## Task to complete
In the data below, how many lines include the string "evenodd"? Give only the number.

Records contained in a dataset:
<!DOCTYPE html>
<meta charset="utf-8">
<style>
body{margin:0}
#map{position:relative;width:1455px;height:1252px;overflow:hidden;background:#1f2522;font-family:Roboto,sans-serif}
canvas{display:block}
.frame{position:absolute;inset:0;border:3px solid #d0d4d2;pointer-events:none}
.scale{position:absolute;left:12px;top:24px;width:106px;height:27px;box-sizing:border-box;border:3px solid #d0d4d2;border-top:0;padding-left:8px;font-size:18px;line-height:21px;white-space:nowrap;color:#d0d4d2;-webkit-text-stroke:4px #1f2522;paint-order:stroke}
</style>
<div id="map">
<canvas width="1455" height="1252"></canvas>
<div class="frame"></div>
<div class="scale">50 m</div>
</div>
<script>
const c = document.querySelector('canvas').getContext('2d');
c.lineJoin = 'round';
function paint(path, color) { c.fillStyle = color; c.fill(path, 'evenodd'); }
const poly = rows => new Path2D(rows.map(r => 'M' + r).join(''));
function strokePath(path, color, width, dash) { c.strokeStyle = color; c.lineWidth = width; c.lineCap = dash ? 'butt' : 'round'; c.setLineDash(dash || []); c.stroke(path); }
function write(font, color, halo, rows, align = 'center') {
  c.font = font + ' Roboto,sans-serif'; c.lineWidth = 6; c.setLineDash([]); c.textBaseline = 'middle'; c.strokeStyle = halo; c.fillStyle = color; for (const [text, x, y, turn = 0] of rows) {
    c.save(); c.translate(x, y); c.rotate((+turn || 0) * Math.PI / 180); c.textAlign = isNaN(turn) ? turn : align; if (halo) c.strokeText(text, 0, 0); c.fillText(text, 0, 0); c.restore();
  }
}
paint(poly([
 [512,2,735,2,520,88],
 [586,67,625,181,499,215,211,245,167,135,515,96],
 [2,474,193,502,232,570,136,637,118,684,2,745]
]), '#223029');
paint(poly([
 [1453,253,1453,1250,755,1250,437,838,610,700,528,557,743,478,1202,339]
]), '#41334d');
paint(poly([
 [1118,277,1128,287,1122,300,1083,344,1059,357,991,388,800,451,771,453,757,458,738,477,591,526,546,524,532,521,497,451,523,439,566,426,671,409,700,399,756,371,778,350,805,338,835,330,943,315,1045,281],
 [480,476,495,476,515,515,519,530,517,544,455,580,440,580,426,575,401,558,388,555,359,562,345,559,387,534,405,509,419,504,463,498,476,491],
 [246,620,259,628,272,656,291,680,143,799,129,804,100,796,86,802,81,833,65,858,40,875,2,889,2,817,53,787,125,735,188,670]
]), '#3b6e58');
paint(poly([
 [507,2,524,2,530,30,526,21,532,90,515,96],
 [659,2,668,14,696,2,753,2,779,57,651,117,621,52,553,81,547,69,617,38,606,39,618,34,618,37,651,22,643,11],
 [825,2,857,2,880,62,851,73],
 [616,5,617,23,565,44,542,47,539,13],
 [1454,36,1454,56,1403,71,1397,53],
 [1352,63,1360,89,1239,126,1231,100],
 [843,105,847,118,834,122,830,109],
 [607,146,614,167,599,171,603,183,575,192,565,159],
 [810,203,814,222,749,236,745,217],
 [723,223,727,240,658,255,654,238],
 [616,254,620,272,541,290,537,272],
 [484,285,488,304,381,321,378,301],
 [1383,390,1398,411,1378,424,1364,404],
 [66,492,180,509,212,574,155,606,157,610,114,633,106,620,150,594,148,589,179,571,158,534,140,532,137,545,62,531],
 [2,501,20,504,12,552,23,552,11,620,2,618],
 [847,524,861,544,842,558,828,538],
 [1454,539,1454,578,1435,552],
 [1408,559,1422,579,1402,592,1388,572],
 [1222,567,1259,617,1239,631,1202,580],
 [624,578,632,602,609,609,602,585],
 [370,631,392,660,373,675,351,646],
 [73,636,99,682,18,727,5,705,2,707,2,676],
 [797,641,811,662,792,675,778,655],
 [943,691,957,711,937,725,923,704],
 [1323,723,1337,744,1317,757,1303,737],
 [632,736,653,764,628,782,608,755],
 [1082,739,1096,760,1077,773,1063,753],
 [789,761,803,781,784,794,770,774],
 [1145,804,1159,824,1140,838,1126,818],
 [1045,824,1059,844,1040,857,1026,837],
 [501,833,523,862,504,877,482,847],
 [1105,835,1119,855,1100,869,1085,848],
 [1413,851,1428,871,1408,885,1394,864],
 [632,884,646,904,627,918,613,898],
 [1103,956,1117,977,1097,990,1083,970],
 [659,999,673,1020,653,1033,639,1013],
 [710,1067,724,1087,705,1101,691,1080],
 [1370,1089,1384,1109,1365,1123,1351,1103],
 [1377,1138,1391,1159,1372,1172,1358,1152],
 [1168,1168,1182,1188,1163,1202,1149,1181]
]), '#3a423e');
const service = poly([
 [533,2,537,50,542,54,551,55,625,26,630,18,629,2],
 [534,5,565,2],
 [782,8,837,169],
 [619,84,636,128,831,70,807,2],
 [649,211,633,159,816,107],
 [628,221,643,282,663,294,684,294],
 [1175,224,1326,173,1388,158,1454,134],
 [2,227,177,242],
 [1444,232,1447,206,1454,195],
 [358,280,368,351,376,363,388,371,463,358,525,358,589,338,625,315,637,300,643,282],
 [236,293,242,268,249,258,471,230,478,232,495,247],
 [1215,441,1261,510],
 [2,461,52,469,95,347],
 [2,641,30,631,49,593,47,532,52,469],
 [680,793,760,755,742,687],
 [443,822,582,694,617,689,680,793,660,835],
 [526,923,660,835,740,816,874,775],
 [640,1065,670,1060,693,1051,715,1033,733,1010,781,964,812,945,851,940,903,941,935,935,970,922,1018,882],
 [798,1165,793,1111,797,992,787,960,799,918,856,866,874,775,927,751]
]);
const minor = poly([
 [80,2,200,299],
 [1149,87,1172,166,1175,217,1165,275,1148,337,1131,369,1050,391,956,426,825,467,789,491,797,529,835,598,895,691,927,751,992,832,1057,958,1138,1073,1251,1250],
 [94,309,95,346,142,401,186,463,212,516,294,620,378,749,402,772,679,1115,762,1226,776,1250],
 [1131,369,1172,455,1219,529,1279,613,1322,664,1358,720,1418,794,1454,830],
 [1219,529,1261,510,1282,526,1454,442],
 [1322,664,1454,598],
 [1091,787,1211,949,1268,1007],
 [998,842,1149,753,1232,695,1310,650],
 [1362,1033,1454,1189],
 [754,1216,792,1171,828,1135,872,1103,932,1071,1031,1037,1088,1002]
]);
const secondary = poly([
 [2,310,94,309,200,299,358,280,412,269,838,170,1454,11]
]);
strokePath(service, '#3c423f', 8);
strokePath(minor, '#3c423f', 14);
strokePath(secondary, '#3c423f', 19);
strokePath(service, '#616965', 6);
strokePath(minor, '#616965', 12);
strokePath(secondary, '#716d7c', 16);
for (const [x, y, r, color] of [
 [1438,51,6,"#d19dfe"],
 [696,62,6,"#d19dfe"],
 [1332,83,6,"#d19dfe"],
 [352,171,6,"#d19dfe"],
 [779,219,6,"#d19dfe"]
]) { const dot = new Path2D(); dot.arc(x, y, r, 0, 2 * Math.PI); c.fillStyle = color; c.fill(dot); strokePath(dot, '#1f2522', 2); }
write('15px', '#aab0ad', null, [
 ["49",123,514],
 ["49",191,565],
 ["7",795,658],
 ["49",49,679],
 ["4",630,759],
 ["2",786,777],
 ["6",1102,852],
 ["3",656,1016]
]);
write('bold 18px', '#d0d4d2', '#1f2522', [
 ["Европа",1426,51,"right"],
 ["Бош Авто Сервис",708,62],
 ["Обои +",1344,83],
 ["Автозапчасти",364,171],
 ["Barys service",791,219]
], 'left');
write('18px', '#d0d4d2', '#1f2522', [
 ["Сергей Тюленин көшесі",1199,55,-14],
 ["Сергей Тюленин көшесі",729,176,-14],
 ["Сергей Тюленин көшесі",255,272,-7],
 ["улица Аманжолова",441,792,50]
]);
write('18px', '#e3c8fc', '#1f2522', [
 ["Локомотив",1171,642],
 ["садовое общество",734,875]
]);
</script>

* * *

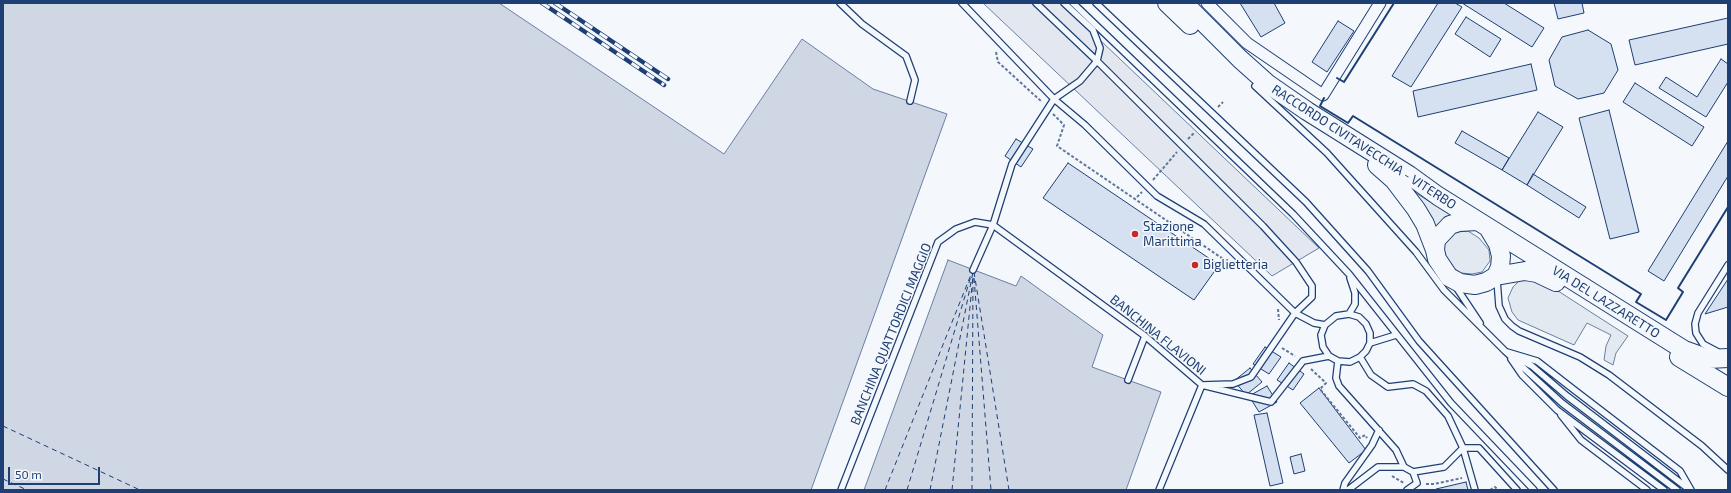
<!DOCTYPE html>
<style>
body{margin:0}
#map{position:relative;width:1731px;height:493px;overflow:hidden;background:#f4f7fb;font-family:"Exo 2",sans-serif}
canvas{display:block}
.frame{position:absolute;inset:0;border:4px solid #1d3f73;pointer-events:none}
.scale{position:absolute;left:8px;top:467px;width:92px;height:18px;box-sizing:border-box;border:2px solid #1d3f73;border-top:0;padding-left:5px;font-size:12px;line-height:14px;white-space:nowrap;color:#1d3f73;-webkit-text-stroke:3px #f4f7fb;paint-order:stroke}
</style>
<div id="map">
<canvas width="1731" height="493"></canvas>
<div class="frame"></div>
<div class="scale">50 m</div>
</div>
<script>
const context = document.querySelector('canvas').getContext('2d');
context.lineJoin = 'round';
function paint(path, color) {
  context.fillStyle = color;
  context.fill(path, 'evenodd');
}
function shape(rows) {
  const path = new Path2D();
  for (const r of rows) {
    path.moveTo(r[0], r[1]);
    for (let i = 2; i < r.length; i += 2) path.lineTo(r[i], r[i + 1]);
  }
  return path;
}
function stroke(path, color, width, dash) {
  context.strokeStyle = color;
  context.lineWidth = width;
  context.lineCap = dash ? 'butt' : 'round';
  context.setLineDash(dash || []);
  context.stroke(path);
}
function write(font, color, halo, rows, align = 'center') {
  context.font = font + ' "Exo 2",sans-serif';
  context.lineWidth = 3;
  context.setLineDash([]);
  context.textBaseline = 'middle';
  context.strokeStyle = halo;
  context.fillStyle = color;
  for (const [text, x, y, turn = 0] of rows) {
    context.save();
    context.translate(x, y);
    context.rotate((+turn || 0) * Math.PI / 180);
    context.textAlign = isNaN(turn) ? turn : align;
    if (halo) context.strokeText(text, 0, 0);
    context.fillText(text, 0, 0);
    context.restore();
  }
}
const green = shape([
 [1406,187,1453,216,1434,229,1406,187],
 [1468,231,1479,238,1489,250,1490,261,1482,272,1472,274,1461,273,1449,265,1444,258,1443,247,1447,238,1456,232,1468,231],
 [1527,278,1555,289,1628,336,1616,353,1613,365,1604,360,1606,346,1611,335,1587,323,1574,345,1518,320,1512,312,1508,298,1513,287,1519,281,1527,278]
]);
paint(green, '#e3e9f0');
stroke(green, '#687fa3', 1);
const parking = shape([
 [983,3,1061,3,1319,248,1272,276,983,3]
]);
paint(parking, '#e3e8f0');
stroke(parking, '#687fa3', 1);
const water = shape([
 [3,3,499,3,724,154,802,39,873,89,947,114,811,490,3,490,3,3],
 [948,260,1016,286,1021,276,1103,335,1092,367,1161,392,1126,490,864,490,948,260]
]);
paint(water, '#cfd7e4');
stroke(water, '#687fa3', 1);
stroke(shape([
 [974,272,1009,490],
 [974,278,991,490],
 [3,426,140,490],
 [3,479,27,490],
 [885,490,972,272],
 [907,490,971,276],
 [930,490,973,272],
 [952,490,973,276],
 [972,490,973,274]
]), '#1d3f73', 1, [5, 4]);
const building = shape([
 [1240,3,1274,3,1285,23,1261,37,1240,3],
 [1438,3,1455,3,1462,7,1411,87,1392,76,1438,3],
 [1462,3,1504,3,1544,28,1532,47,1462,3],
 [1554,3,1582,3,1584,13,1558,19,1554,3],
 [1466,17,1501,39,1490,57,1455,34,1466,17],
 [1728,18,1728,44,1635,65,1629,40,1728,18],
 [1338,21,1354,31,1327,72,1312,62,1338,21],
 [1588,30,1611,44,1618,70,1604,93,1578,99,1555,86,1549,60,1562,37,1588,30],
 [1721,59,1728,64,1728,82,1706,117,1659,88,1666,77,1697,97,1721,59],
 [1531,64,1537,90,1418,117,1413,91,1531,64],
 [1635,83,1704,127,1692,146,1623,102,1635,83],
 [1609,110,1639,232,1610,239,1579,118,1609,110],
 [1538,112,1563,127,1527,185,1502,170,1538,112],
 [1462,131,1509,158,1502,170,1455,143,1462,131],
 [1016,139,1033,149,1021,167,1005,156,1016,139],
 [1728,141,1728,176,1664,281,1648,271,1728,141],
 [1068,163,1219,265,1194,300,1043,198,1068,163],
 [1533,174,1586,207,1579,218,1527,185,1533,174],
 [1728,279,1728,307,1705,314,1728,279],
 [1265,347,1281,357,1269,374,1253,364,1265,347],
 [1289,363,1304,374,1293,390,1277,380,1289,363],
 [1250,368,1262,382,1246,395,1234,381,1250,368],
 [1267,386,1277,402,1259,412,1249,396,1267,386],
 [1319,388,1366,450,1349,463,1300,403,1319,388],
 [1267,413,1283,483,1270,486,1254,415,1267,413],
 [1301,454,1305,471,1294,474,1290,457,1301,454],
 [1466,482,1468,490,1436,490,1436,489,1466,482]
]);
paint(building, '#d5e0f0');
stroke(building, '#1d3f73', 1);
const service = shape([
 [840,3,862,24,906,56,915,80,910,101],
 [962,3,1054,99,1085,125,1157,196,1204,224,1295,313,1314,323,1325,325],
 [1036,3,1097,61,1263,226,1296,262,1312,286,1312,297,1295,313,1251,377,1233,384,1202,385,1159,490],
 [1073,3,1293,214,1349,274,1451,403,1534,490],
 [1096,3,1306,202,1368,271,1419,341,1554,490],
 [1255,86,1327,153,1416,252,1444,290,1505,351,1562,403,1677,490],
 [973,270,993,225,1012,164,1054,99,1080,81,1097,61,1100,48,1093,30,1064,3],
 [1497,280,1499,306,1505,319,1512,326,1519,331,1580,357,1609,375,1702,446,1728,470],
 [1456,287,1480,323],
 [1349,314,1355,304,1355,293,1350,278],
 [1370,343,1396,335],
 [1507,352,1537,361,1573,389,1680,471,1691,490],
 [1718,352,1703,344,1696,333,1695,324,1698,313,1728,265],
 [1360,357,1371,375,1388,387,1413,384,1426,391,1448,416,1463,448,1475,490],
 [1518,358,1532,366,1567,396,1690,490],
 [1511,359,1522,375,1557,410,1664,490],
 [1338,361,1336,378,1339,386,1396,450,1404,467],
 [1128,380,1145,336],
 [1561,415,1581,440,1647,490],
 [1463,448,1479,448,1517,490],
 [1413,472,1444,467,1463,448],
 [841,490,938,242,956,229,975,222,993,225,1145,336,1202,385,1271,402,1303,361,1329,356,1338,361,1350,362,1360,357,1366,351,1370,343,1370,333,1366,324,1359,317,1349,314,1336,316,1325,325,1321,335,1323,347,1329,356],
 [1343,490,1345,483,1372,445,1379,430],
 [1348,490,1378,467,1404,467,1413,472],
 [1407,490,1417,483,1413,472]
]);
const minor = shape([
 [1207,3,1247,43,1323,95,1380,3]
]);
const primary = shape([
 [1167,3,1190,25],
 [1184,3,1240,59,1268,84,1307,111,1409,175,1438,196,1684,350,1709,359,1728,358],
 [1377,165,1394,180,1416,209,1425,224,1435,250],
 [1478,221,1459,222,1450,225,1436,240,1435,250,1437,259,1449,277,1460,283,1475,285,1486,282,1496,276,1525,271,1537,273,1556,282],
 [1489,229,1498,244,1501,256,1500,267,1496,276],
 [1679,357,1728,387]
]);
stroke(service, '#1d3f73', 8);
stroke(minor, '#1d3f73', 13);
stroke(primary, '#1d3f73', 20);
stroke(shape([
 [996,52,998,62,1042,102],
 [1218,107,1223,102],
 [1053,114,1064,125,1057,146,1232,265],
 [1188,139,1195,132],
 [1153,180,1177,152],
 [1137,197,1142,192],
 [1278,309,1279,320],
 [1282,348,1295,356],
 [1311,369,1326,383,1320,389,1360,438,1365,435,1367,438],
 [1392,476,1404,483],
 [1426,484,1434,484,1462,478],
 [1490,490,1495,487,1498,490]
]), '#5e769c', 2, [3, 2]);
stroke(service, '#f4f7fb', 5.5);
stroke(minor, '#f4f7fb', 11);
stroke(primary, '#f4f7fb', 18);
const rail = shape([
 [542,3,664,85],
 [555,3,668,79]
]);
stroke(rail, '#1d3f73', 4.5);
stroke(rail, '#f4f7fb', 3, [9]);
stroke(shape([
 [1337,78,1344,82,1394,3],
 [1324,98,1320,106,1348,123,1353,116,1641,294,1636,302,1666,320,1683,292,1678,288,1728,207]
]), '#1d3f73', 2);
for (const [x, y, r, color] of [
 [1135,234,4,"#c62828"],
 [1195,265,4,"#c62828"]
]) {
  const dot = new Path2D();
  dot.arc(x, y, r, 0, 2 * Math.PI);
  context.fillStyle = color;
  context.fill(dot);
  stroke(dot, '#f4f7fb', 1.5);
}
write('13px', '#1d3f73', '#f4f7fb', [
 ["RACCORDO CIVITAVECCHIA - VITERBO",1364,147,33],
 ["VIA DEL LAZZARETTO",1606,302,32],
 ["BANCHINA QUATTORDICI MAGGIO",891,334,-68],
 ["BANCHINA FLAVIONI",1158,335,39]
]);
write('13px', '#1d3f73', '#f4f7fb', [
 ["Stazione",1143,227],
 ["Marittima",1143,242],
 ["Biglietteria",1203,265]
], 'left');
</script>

## Completed exercise
2